Thursday, May 20, 2010

from Bread Earth and Fire (The Earth Oven)

When you’re done filling the hole with gravel, tamp it down by jumping on it or pounding it with a heavy object. Get is as level as possible, and this is where a four foot level proves very useful.
  It’s time to build the form that will contain the wet concrete. The interior measurement should be 48 X  48 inches. You might say, as I have, “Oh, I just need to buy two - 2 X 4 X 8’s. “Sorry, it won’t work. To make your form, the 2 X 4’s need to overlap. So this is what you need: two pieces 48 inches. 2 pieces 51 inches. Use one-2 X 4 X 8 and one-2 X 4 X 10. Cut the wood with a circular saw, radial arm saw, chop saw or hand saw. Take your time, and cut accurately. Measure twice and cut once, and probably you’ve heard that before. Nail your wooden frame together and center it on the gravel bed. Don’t forget to level the form. You don’t want a parallelogram so measure the diagonals. The number should be the same. For such a small area, this should not be hard to do, at least that’s what I tell myself, and yet, I always find myself making lots of adjustments.
 Measuring the diagonals
Let’s mix up the concrete now. By the way, folks often use the terms cement and concrete interchangeably, but they are different compositions. Cement is a building material that is a powder, made by burning a mixture of shale or clay. It is used with water, sand or gravel to make concrete and mortar. Assuming you’ve purchased bags of ready mix concrete, you’ll only need to add water. Yes, it’s possible to buy Portland cement and mix this with the right proportions of sand and gravel, add water, and you’ll have concrete. For a small job, it’s simply easier to buy the ready mix, and that’s what Abbott and Nancy did. This is not a project to do in freezing weather. Concrete will not set up properly unless specially treated.
Assuming you have a large wheelbarrow, dump in a full bag of concrete mix. Cut the paper off the bag after it’s in the wheelbarrow. Don’t breath concrete dust, perlite dust, or clay dust. In fact, try not to breath dust. Wear a dust mask if necessary. On the bag of concrete mix it will tell you how much water to add, but we didn’t go by this. With the garden hose we added a small amount of water at a time, always using our hoes to make a homogeneous mixture. Too much water makes for a weaker mixture. Not enough water makes it hard to pour. If you’re not sure about how much water to add, then go by the instructions on the bag. Fill your wooden form about half way up, making certain that the concrete is flush against the form with no air pockets, and then place the remesh on the concrete.

Laying Remesh
You can easily bend and fold the remesh so it will fit inside the form. It provides strength to the concrete. You don’t want the remesh on the bottom of the concrete slab, and you don’t want it sticking up through the top. If it’s on the bottom or top, it will add no strength to the slab. Position it so that it remains in the middle of the slab.
Now continue filling the form with concrete until it’s slightly higher than the top of the form. As you pour, jab into the concrete so you won’t have any voids in the slab.

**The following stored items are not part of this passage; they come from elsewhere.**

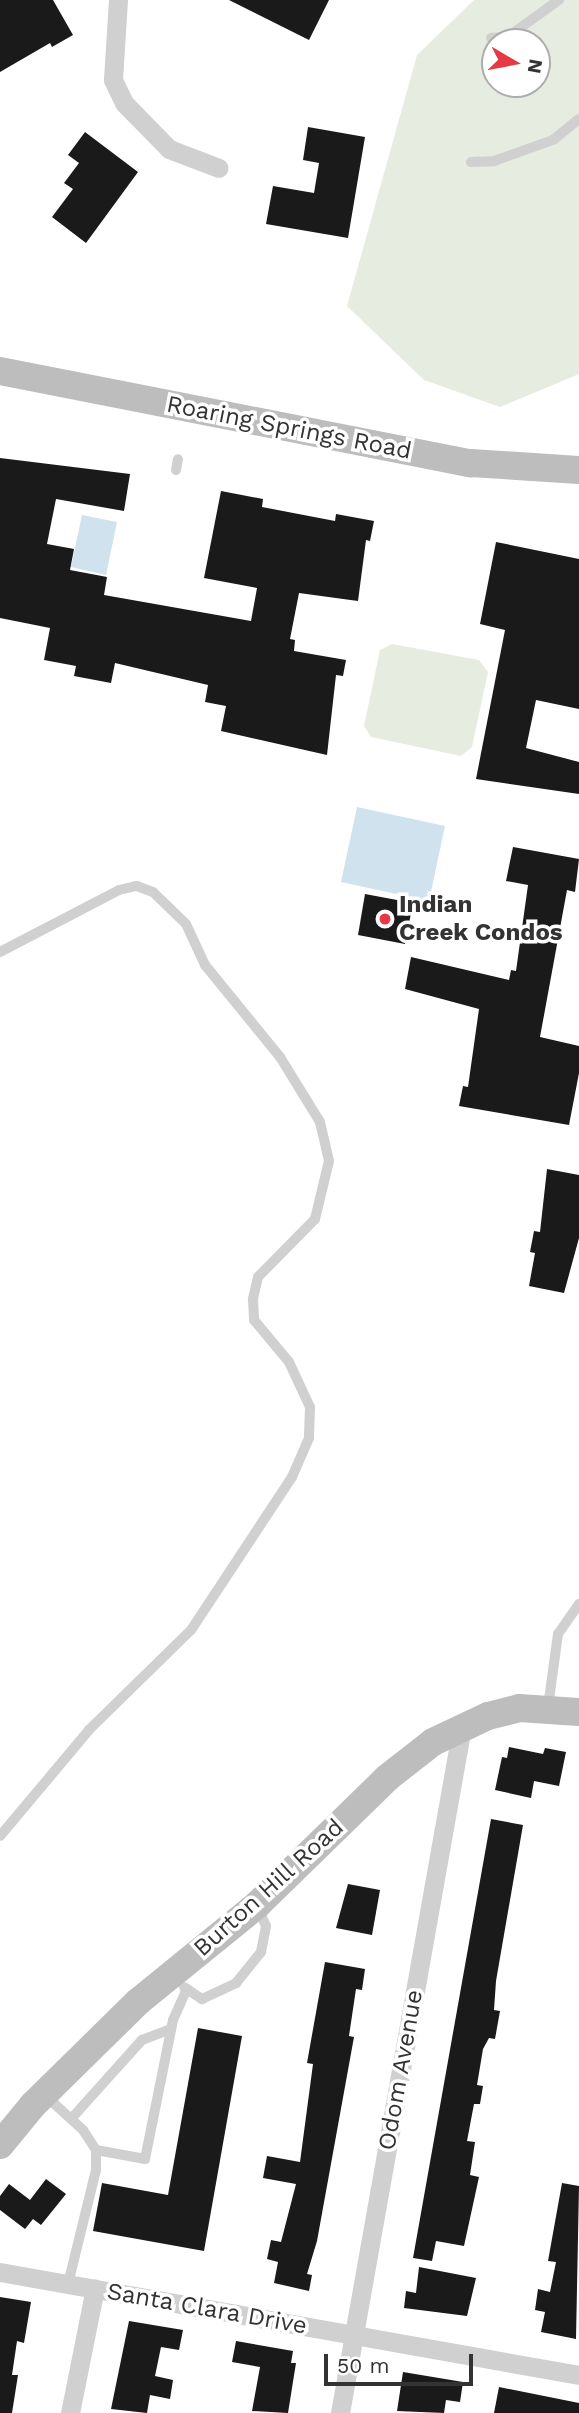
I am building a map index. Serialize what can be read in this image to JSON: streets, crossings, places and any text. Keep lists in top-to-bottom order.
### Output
{
  "streets": {
    "street": [
      "Roaring Springs Road",
      "Burton Hill Road",
      "Odom Avenue",
      "Santa Clara Drive"
    ]
  },
  "crossings": [
    ["Burton Hill Road", "Odom Avenue"],
    ["Odom Avenue", "Santa Clara Drive"]
  ],
  "places": ["Indian Creek Condos"],
  "scale_bar": "50 m",
  "north": "right"
}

Don’t fill half the form, break for lunch, then come back to finish the slab. Depending on the weather it could set up very fast. Your slab will be better if you finish the job without taking a break.
Rinse off your tools because the concrete will harden on them, well, like concrete, and it will be extremely difficult to remove. Fill up a plastic pail with water, and leave your tools in it. Be sure to thoroughly rinse off your wheelbarrow.
 Now you have to “strike off” or screed the slab you have just poured. Look at the photo. This is easiest done with two people. Rest a two by four on the wooden form, and with a sawing motion move it across the form. If you look carefully at the photo you’ll see that our two by four has been spliced together. This is not a good arrangement, but we had to make the splice because yours truly never could measure or count properly, and nobody wanted to make another trip to the store. To screed the slab, use a two by four by eight. No splices please. For the purposes of this book, folks who are not innumerate checked all my numbers.
to be continued


Wednesday, May 19, 2010

Purchased Clay

 mixing clay
Recently I have completed an earth oven that was made with clay purchased from a pottery supply store. The clay was extremely easy to work with. We mixed it with a hoe, one part clay with three parts sand in a wheel barrow and it was much, much easier that stomping the clay to smithereens with one's feet. The cost of the clay was minimal ($30.00) and the consistency was excellent. Building a circular oven with a 31" floor diameter, 15" dome height, 4" thick walls, we used about 125 pounds of clay. The type of clay we used was  fireclay (Hawthorne 40 mesh). If you happen to live in Maine, you can buy it in Portland. However, with kids present, you might want them to do the barefoot-in-the-mud dance.
stomping clay

Tuesday, May 18, 2010

from Bread Earth and Fire

Assuming you don’t have to buy any tools for the job, the cost of materials is relatively small considering what you’ll be getting. Abbott and Nancy spent about $250.00 on materials. Labor was free.No matter how careful and neat you are, expect the area where you’ll be doing your work to look like a construction site because that’s what it will be. Don’t leave nails sticking up in boards, and don’t leave tools on the ground where someone could step on them. Always think about your safety and the safety of others. Spread a couple of your tarps.After deciding on a spot for your oven, stake out the area. You’ll be pouring a concrete slab, 48 X 48 inches, but the area you stake out should be at least a foot bigger all the way around, or 60 X 60 inches because you need to give yourself some wiggle room. Now start digging. Abbott and Nancy dug down about one foot, and that seemed about right. Place the sod and topsoil in a pile away from the construction site, or it will just get in your way. However, save it because it’s alive, rich in nutrients, and after the sods decompose, you can shovel what remains into your garden or place around shrubbery. Fill your excavation with enough gravel so that when you pour your slab, it will be as high as your own mowed lawn (if you have one) or higher. You don’t want your slab to be underground.
to be continued

Monday, May 17, 2010

Name Change

I just changed the name of this blog to:
I thought it would be easier for me to remember.

Sunday, May 16, 2010

Mud and Foil

 successively layers of overlapping foil being applied
Here's a photo of an oven I worked on this past weekend. The baker does not want a cover over the oven, and this presents a real problem in protecting it from the elements. An unprotected mud oven in the northeast might disintegrate rather quickly so we decided to wrap the mud dome with aluminum foil. Any water that got to the foil would theoretically just drain down the side. Perhaps over the insulation we'll wrap the oven with another layer of foil become applying the stucco. There are some who say an oven needs to "breath," but after a mud oven has been fired to 1,000 degrees F., the dome becomes rock hard and the ability to breath seems to be a moot point.
There will definitely be an update on this oven.